[[ Data for the task, beginning ]]
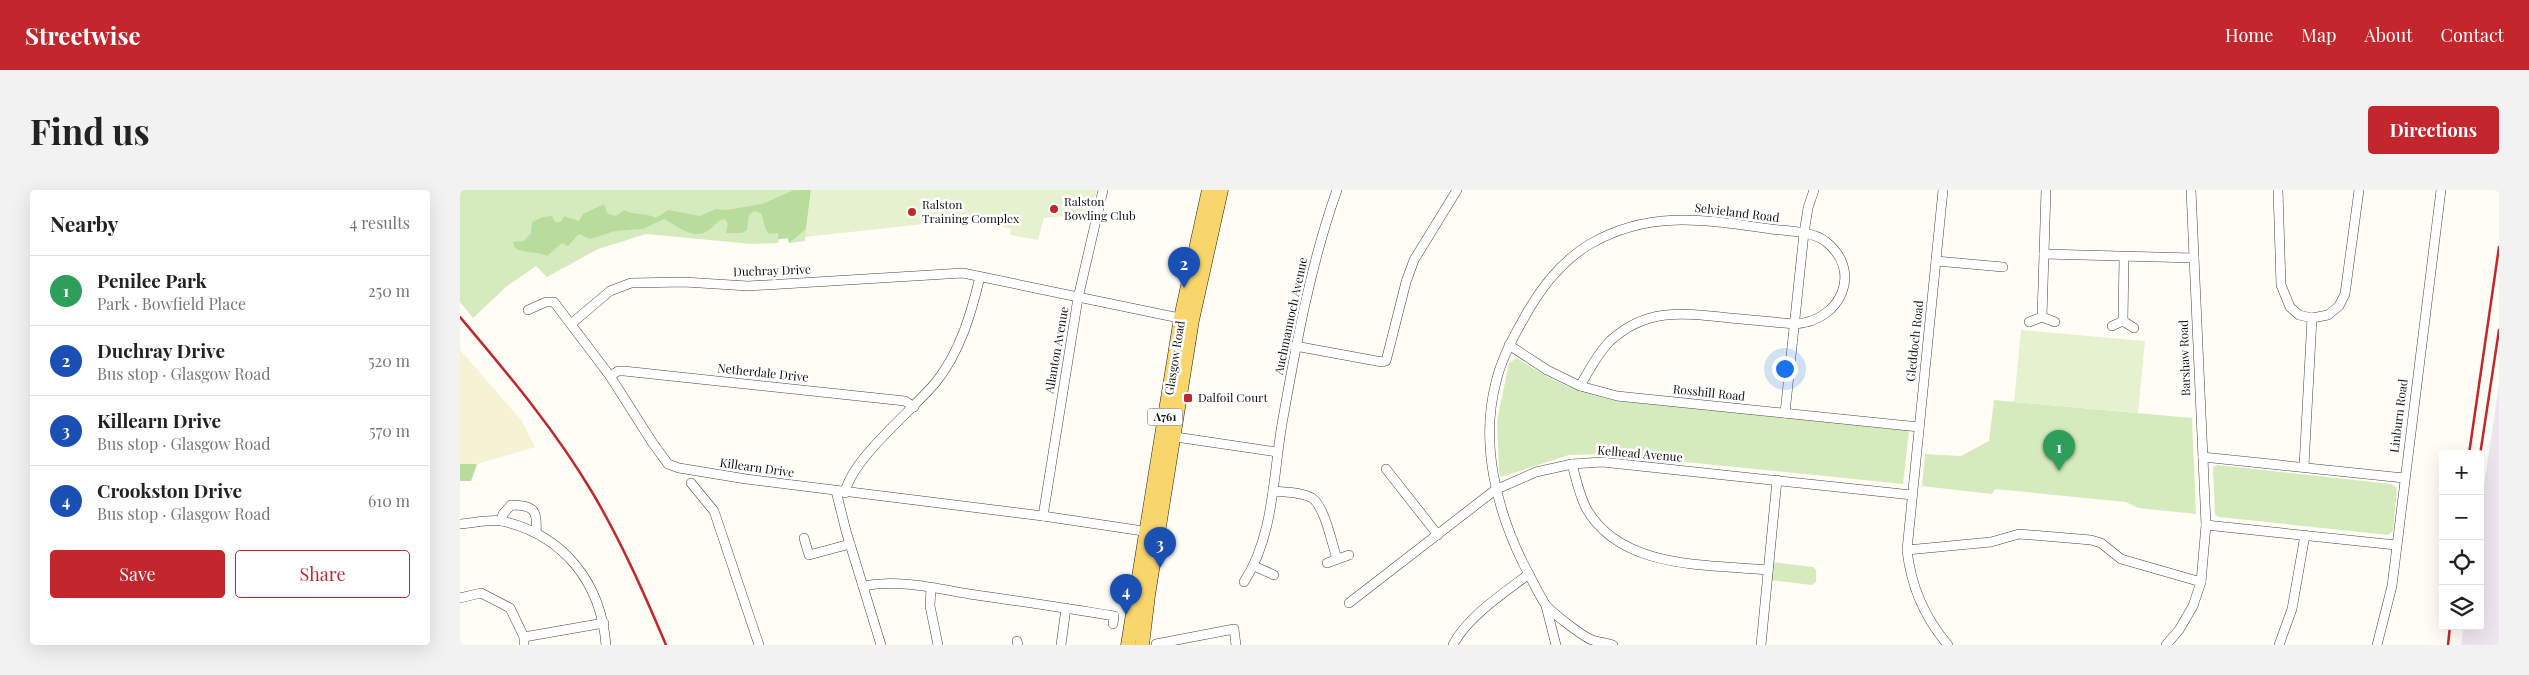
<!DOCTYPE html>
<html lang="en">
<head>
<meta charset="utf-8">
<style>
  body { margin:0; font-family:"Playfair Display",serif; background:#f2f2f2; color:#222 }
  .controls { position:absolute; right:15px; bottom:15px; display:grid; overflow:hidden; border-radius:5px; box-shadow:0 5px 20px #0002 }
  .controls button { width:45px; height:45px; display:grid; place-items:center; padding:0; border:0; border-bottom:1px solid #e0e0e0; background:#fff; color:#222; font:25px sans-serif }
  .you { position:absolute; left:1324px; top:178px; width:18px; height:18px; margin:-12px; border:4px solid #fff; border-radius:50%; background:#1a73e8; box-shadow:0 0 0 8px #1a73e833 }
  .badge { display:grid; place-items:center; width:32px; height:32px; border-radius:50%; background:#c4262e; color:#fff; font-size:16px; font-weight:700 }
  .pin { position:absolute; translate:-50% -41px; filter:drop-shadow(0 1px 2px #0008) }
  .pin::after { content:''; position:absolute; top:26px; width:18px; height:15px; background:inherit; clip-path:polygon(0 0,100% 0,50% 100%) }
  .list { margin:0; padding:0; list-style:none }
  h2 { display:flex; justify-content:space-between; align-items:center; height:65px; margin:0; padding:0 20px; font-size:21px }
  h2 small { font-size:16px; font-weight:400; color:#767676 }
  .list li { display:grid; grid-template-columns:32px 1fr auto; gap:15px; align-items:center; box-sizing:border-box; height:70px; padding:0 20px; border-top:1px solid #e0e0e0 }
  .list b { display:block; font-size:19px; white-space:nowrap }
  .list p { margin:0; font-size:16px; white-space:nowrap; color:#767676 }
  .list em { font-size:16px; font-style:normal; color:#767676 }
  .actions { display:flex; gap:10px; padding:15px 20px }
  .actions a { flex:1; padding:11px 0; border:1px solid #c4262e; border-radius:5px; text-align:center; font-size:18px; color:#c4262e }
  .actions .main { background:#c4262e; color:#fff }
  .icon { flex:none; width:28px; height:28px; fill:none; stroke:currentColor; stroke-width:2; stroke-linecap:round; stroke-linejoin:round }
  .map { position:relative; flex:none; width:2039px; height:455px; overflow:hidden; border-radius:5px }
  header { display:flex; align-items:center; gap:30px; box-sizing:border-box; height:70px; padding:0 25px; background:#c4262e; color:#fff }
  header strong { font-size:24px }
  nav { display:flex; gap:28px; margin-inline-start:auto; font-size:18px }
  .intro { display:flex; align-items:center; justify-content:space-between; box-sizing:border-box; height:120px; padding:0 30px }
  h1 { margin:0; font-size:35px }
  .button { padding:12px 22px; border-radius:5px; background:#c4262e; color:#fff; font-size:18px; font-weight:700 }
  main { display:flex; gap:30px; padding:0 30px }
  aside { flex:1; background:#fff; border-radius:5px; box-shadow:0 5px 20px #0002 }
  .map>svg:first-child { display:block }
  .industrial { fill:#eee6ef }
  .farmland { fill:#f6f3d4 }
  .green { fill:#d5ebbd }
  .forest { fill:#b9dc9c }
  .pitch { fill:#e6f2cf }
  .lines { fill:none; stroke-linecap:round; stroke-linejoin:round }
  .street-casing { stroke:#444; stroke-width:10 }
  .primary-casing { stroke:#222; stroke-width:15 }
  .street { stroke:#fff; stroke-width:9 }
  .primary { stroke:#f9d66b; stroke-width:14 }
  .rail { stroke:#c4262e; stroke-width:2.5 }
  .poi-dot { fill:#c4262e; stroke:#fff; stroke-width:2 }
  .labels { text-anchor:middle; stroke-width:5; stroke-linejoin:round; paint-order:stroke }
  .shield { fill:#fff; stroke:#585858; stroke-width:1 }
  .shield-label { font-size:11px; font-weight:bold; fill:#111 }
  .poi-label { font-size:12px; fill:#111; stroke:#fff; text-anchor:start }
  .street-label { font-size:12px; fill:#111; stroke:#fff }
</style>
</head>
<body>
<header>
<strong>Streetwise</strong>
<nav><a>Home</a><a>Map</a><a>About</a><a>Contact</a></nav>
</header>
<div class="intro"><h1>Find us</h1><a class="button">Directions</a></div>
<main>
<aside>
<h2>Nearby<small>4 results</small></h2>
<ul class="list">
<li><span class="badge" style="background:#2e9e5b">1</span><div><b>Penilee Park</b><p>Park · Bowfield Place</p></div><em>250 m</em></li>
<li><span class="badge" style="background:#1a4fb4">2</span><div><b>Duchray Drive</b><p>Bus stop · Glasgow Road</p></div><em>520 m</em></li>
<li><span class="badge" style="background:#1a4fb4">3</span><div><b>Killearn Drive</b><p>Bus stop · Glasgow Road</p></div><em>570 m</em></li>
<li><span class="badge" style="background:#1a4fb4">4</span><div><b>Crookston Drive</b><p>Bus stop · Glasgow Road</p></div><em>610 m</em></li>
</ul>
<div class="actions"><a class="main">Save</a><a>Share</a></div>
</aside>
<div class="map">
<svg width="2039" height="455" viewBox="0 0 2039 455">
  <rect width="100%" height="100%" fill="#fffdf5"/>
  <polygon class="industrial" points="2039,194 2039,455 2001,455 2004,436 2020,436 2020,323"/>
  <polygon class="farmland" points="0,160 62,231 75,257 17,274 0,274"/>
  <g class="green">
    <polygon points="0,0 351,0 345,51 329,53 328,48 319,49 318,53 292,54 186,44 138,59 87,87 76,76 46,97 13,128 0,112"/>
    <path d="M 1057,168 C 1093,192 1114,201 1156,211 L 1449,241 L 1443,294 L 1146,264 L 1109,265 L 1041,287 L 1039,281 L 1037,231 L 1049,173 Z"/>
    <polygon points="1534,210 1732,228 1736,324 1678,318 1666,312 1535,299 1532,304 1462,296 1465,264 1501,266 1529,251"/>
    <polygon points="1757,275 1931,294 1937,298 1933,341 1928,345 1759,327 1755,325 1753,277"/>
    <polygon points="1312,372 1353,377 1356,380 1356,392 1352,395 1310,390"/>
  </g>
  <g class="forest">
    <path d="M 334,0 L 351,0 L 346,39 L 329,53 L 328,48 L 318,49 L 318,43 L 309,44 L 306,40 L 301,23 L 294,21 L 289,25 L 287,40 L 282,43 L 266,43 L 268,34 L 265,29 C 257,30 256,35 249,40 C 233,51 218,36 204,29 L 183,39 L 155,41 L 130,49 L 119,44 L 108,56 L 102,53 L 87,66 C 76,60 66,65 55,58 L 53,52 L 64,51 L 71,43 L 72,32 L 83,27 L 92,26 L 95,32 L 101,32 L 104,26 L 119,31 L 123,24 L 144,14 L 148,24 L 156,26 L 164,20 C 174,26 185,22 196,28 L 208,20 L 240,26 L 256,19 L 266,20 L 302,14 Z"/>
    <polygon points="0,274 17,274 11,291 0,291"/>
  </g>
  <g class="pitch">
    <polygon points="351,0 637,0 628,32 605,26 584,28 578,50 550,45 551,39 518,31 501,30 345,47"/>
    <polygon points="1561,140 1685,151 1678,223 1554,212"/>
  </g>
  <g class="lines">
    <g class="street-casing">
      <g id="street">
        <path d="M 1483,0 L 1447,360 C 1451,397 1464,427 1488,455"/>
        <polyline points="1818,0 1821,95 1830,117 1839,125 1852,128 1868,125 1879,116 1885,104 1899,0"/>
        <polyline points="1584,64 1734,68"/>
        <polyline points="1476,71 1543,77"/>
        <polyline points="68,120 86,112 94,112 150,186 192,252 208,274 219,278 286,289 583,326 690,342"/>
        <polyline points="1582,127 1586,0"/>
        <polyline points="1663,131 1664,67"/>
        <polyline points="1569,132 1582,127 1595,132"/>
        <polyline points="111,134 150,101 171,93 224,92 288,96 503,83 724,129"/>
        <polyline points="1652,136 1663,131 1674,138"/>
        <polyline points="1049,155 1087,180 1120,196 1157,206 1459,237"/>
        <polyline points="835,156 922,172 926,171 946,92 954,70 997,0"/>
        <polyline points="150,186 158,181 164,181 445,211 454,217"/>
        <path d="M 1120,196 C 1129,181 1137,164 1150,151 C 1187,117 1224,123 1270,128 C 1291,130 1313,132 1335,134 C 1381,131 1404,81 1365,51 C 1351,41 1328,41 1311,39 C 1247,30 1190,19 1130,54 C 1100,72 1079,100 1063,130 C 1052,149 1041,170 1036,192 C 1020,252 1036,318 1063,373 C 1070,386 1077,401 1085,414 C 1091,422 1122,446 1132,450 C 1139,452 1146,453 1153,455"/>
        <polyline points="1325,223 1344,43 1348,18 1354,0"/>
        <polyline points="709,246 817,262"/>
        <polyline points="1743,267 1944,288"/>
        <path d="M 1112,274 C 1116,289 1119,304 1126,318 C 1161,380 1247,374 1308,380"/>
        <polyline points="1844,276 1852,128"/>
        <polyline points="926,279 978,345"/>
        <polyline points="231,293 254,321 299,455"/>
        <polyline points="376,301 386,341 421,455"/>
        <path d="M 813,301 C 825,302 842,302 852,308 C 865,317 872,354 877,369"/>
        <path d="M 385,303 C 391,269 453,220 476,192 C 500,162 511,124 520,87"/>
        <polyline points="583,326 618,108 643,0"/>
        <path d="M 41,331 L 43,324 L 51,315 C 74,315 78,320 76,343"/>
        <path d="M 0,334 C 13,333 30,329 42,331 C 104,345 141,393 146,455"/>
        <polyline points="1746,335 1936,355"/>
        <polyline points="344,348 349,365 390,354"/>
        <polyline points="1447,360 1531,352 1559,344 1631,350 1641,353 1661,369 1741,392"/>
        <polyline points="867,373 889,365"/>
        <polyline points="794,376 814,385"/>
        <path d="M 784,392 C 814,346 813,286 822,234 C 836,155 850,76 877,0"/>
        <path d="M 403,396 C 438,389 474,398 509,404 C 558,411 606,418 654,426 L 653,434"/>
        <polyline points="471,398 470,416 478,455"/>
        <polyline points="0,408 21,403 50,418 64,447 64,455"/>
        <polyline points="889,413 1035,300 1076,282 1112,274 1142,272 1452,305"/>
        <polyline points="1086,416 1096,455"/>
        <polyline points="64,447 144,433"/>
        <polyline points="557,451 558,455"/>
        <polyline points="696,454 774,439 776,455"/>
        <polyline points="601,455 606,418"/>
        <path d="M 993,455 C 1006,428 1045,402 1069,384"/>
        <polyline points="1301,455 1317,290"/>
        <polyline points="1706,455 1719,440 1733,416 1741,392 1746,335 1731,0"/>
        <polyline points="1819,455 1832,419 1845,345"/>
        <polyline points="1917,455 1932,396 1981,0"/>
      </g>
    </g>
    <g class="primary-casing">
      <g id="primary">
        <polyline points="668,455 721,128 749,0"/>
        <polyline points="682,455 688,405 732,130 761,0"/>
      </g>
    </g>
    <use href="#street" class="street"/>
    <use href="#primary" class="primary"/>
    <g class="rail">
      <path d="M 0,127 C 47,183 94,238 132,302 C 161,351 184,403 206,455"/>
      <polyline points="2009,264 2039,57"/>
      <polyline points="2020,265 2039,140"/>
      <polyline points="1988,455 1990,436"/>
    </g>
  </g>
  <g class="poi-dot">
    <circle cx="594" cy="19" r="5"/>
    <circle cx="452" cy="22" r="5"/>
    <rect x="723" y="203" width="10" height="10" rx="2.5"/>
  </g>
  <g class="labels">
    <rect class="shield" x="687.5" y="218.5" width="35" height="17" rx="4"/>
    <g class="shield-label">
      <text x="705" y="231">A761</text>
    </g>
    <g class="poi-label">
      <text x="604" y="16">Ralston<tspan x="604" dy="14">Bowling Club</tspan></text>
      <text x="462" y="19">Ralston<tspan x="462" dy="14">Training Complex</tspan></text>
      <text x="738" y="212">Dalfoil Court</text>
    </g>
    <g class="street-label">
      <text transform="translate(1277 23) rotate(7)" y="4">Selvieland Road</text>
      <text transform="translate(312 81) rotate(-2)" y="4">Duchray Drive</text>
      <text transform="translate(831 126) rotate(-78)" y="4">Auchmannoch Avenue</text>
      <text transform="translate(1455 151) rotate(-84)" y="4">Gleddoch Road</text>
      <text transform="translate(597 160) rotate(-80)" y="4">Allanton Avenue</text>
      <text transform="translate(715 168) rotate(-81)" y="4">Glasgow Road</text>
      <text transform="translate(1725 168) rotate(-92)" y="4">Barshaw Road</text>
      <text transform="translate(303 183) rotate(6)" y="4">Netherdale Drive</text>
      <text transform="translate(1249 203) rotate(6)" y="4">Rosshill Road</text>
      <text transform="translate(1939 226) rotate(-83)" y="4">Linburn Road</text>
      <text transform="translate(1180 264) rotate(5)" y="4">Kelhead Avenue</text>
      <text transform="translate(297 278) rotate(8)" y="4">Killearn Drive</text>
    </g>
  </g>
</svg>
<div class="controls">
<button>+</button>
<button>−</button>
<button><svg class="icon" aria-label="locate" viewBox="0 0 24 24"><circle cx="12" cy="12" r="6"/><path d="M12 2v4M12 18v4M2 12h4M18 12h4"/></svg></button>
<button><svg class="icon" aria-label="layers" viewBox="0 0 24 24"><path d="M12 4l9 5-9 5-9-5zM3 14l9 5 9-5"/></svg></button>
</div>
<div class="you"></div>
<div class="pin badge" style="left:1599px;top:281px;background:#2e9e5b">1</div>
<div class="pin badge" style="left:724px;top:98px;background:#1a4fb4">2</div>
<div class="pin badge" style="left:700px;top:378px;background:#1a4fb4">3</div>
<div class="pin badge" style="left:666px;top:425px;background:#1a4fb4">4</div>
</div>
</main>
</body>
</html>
[[ Data for the task, end ]]
_What you have to do_.
What is the number of lines in the listing that hold "white"? Give that number and nothing more.

_Expected answer_.
2